[YOUR INSTRUCTIONS]: Print nothing beyond the line with "filter:drop-shadow(0 0 2px": every line from the beginning of the data up to it, that line included, and no pictures.

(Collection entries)
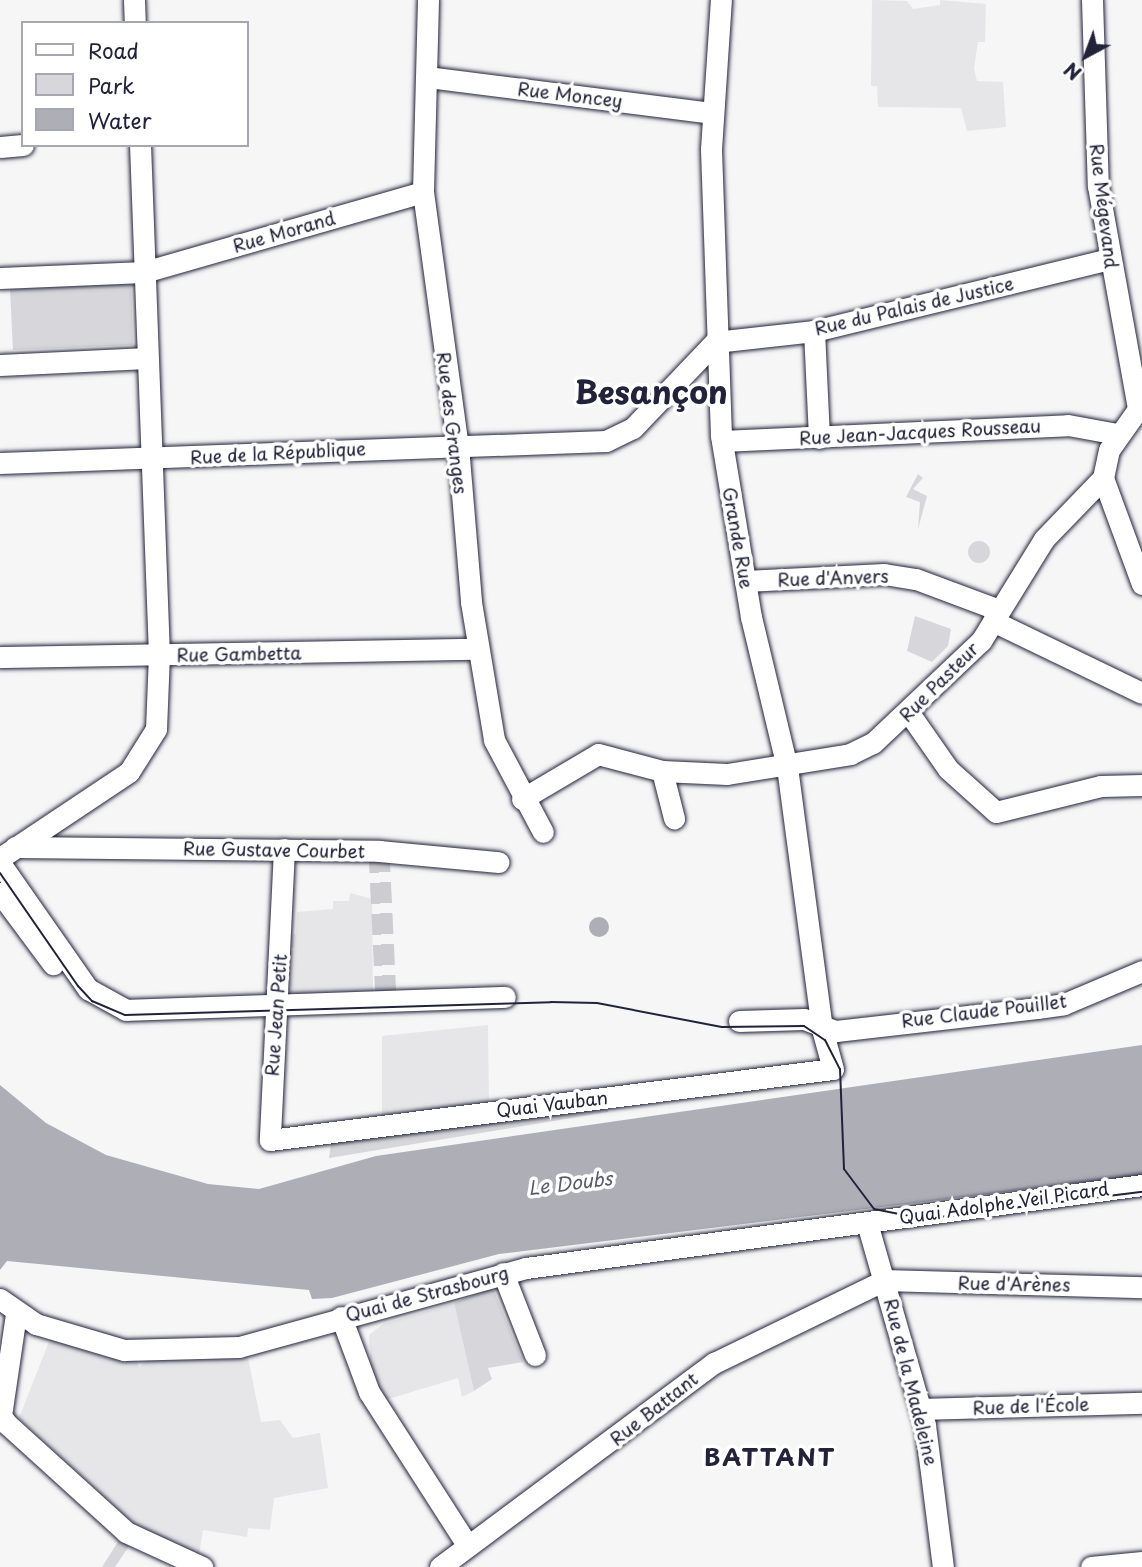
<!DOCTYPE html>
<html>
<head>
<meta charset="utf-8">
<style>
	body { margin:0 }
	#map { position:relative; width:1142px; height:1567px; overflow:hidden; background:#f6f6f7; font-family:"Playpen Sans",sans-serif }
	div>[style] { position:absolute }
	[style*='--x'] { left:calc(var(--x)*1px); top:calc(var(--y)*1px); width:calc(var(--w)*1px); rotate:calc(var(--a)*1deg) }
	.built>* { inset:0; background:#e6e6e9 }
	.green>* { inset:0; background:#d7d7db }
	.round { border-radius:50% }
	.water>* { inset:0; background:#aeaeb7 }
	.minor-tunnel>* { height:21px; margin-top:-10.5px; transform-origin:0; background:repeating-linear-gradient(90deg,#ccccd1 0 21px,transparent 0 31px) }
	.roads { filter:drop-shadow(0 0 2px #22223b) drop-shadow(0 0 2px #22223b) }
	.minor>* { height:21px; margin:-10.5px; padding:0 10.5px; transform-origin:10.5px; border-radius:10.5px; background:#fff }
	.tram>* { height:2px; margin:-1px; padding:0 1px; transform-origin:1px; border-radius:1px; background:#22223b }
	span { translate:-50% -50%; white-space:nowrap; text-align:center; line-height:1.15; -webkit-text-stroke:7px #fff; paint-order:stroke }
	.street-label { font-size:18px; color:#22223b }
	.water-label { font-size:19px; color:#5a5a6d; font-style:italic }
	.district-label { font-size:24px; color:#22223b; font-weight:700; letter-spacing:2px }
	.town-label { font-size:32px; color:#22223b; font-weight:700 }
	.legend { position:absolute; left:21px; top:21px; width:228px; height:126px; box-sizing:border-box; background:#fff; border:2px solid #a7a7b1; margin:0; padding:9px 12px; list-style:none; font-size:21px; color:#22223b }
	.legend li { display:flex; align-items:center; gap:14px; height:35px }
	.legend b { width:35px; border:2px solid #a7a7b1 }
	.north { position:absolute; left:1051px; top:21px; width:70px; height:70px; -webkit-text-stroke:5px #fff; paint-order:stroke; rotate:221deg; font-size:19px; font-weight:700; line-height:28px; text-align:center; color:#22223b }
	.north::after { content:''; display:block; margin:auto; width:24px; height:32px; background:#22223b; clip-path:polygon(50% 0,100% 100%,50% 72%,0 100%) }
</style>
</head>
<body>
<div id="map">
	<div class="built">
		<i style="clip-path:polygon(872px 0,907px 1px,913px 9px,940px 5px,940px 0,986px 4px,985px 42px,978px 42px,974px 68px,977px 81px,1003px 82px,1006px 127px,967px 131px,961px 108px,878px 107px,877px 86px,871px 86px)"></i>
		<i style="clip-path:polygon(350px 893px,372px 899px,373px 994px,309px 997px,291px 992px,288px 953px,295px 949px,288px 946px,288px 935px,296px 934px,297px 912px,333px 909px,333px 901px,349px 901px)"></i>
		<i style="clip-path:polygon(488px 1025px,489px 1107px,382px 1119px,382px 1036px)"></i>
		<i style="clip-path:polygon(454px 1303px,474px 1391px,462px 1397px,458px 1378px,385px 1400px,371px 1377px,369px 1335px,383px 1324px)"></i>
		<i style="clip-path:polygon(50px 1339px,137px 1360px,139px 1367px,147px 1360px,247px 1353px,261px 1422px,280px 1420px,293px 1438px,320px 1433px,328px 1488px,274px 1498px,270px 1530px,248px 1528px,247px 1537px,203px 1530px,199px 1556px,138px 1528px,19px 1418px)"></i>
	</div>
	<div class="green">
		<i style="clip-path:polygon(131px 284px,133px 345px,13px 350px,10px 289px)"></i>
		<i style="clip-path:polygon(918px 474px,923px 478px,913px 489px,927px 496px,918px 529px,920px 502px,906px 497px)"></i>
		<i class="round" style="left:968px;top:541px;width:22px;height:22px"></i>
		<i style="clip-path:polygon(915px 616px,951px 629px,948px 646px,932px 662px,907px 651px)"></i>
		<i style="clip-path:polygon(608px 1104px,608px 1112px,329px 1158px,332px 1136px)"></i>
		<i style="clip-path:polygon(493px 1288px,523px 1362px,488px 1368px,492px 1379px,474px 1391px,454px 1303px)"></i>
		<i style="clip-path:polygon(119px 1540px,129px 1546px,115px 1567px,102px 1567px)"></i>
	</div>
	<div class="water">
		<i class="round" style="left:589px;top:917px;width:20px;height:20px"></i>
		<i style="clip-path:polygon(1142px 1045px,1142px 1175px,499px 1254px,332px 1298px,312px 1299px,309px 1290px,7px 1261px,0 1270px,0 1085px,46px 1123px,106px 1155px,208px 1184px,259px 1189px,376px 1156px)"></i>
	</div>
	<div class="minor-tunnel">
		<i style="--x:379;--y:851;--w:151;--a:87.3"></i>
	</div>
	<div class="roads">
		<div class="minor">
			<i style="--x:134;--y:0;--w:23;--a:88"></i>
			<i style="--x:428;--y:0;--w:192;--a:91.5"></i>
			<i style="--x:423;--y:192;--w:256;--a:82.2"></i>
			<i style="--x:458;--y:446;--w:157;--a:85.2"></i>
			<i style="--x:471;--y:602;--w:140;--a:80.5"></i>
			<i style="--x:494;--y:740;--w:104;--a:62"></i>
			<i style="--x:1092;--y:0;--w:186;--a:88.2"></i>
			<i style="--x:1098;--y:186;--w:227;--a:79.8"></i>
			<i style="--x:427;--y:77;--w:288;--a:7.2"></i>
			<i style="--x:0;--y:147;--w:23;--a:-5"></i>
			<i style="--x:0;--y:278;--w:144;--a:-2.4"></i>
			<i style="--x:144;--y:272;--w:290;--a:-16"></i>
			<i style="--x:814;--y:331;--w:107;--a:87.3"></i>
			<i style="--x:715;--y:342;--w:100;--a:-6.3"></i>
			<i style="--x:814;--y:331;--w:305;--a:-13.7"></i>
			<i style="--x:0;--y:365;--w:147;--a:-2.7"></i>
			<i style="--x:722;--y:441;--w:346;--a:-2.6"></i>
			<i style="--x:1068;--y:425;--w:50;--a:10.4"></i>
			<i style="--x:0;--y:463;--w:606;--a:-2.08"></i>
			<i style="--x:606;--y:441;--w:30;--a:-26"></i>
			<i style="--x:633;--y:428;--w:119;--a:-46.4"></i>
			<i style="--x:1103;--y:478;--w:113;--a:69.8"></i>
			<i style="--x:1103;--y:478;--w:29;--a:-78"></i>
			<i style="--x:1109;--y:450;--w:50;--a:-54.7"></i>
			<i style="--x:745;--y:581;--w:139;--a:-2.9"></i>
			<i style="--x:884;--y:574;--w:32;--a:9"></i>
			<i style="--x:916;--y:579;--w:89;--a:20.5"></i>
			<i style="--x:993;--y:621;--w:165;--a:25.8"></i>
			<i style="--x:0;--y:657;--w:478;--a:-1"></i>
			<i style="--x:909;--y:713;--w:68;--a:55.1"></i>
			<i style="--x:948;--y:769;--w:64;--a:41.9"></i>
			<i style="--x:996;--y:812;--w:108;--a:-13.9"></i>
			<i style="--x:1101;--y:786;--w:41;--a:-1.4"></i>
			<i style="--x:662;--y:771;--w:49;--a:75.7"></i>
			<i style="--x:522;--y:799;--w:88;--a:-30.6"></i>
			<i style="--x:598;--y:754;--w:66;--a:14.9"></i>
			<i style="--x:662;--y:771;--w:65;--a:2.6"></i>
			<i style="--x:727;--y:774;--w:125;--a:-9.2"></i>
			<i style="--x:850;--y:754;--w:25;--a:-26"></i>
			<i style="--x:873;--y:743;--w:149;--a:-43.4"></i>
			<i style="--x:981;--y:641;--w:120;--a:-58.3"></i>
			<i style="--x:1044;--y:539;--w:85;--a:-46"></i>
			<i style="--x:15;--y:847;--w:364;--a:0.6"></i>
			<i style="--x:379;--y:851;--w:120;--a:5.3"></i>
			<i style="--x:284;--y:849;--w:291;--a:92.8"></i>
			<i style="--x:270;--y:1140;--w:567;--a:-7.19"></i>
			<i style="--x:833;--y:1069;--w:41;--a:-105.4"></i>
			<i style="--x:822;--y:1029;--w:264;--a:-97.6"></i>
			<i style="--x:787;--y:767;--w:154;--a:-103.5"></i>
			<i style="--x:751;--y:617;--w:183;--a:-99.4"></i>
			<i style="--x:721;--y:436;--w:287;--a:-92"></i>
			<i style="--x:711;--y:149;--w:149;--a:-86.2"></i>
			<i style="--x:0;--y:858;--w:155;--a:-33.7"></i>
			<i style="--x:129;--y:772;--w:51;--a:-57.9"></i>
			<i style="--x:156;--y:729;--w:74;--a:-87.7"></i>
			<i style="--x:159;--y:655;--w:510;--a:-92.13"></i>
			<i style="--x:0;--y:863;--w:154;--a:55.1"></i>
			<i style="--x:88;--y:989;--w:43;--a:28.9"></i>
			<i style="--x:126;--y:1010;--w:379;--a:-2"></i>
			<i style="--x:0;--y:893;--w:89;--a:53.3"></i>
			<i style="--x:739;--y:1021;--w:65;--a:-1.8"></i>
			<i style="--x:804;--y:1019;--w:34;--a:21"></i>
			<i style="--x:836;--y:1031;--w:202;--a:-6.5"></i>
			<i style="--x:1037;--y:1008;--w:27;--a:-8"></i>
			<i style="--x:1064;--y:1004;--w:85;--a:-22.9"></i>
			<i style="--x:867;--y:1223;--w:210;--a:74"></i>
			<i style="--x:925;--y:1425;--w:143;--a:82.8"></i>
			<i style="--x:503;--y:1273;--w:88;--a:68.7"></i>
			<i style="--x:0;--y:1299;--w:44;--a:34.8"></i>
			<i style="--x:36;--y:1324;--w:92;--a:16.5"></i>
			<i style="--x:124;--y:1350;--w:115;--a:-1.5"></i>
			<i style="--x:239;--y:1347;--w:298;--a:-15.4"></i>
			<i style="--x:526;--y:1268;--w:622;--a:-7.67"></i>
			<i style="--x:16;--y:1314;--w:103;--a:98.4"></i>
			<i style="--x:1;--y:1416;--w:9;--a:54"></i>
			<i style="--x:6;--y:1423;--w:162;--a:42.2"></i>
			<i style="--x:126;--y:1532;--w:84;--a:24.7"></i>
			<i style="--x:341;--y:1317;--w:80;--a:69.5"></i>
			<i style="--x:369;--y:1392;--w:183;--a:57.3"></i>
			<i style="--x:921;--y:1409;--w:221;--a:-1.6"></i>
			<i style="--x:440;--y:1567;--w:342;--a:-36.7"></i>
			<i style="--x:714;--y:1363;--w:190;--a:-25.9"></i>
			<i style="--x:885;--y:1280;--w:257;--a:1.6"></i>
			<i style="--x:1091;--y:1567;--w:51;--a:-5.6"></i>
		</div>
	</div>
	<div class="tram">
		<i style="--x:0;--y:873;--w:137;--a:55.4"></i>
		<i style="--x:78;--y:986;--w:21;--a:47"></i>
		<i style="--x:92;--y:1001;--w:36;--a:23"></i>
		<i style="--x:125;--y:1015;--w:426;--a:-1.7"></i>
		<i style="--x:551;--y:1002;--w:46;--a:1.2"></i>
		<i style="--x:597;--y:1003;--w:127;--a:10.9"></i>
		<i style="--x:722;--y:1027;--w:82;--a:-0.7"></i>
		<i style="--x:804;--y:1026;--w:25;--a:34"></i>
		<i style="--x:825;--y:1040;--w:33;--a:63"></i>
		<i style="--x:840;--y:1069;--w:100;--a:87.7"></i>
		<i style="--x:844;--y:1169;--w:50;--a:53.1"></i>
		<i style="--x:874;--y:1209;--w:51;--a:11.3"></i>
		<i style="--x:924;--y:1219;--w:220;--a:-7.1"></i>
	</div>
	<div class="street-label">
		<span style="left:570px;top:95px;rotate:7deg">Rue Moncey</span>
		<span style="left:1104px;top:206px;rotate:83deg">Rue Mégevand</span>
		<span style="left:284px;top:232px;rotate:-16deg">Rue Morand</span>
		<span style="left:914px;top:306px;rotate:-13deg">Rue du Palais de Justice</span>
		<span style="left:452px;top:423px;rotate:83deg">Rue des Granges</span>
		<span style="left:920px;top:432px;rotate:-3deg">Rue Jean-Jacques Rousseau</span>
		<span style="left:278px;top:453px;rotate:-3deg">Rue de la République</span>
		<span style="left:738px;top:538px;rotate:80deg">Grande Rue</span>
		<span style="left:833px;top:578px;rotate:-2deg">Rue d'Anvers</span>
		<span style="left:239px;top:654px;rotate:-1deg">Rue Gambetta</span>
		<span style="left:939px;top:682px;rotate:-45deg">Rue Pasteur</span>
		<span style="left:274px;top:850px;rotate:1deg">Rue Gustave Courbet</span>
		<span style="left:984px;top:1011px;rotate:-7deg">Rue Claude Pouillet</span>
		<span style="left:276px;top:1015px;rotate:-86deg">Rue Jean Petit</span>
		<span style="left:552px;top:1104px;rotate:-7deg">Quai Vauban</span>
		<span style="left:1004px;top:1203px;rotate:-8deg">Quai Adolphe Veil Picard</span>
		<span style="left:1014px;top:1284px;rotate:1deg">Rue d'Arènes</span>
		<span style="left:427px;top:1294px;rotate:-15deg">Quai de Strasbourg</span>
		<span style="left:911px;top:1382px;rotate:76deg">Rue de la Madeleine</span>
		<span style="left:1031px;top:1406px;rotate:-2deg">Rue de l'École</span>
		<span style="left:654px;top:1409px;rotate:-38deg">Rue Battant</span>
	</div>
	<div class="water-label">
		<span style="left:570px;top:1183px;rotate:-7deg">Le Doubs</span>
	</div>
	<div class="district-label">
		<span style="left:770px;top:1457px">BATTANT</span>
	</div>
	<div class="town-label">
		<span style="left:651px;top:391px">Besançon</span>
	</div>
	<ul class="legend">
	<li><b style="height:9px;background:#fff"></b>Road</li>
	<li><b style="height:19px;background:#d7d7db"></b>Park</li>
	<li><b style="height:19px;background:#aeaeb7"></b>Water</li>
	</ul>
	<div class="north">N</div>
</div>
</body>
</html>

[ANSWER TO THIS TASK]:
<!DOCTYPE html>
<html>
<head>
<meta charset="utf-8">
<style>
	body { margin:0 }
	#map { position:relative; width:1142px; height:1567px; overflow:hidden; background:#f6f6f7; font-family:"Playpen Sans",sans-serif }
	div>[style] { position:absolute }
	[style*='--x'] { left:calc(var(--x)*1px); top:calc(var(--y)*1px); width:calc(var(--w)*1px); rotate:calc(var(--a)*1deg) }
	.built>* { inset:0; background:#e6e6e9 }
	.green>* { inset:0; background:#d7d7db }
	.round { border-radius:50% }
	.water>* { inset:0; background:#aeaeb7 }
	.minor-tunnel>* { height:21px; margin-top:-10.5px; transform-origin:0; background:repeating-linear-gradient(90deg,#ccccd1 0 21px,transparent 0 31px) }
	.roads { filter:drop-shadow(0 0 2px #22223b) drop-shadow(0 0 2px #22223b) }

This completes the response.